## AIM OF THE EXERCISE
Look through the data below and say how many of its lines contain "Annotation", adding nothing else.

## PROVIDED DATA
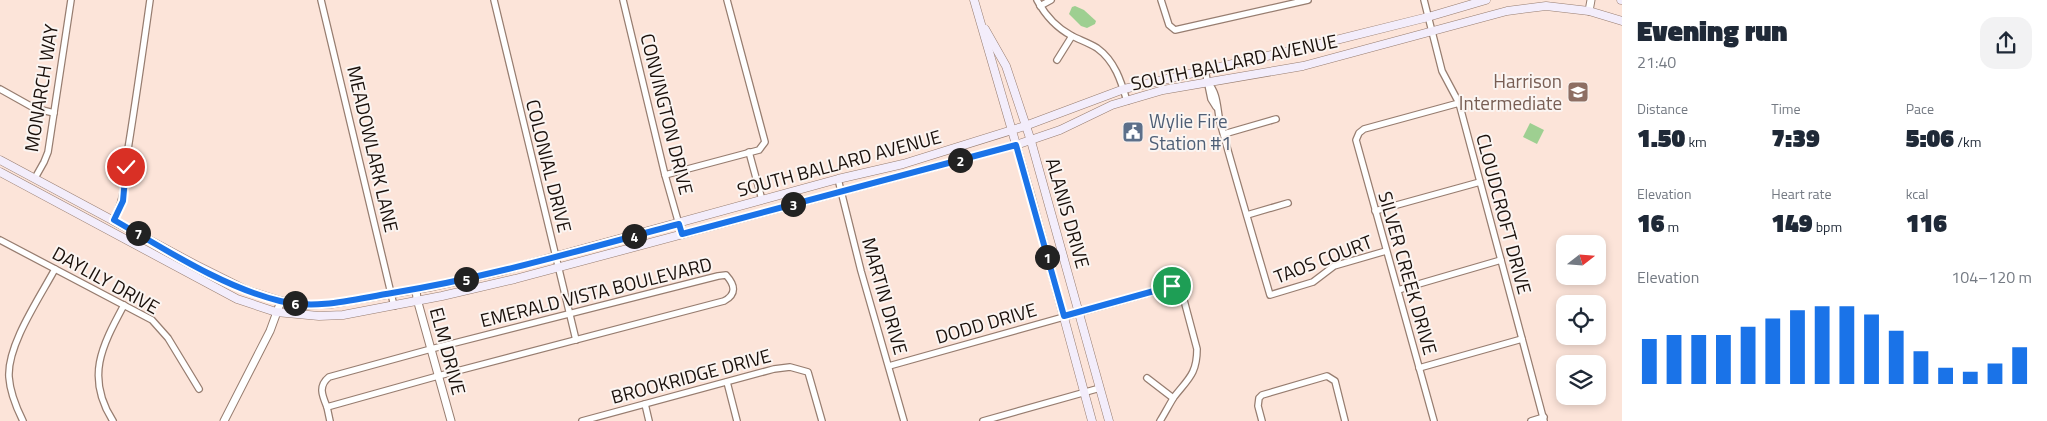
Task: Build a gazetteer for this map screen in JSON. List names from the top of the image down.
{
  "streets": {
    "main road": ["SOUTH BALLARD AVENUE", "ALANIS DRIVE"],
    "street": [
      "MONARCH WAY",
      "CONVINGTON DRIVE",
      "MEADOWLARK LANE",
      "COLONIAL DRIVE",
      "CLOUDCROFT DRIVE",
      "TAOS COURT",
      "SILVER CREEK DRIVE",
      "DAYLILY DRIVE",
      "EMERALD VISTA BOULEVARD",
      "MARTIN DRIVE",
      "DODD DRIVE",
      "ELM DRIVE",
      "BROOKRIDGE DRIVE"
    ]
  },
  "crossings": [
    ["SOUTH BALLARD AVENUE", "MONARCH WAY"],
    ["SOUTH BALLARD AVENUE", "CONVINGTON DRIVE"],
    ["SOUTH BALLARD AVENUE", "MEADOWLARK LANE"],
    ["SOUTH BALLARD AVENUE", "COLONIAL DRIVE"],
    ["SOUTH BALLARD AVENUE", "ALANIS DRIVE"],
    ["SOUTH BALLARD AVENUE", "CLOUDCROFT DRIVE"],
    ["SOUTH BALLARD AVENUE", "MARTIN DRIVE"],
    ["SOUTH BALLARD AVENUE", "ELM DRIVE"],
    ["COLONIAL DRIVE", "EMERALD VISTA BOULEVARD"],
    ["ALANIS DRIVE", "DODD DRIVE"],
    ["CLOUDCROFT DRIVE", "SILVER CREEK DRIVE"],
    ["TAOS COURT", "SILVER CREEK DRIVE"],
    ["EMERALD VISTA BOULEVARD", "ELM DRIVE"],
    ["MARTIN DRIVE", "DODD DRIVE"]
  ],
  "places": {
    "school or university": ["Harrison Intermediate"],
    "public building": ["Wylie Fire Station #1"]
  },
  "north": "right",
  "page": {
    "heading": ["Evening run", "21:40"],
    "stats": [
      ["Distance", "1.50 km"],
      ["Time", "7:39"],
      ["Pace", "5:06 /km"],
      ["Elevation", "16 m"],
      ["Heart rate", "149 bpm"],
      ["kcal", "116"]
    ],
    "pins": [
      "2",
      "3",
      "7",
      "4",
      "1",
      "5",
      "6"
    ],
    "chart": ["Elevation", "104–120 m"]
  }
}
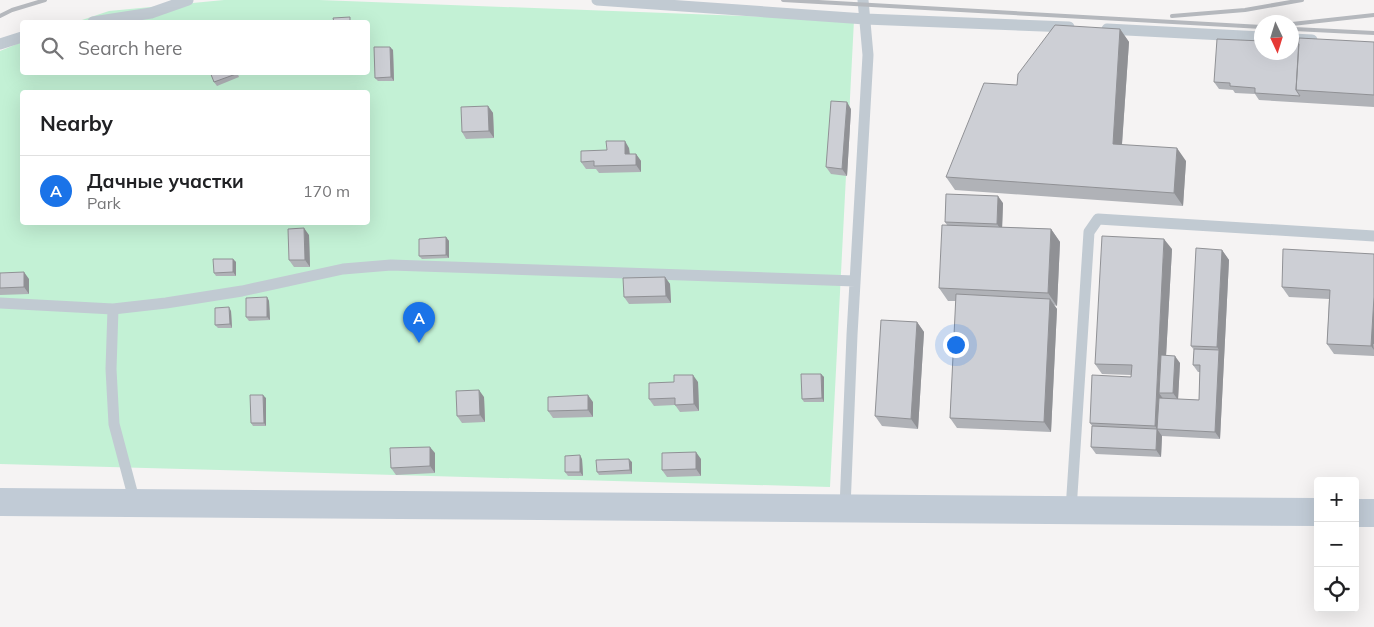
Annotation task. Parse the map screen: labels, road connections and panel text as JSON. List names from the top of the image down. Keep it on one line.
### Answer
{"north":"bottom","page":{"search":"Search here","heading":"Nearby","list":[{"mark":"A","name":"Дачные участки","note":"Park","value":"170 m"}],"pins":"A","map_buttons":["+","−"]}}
--
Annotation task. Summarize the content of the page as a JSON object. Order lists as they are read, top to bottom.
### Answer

## RESPONSE BELOW
2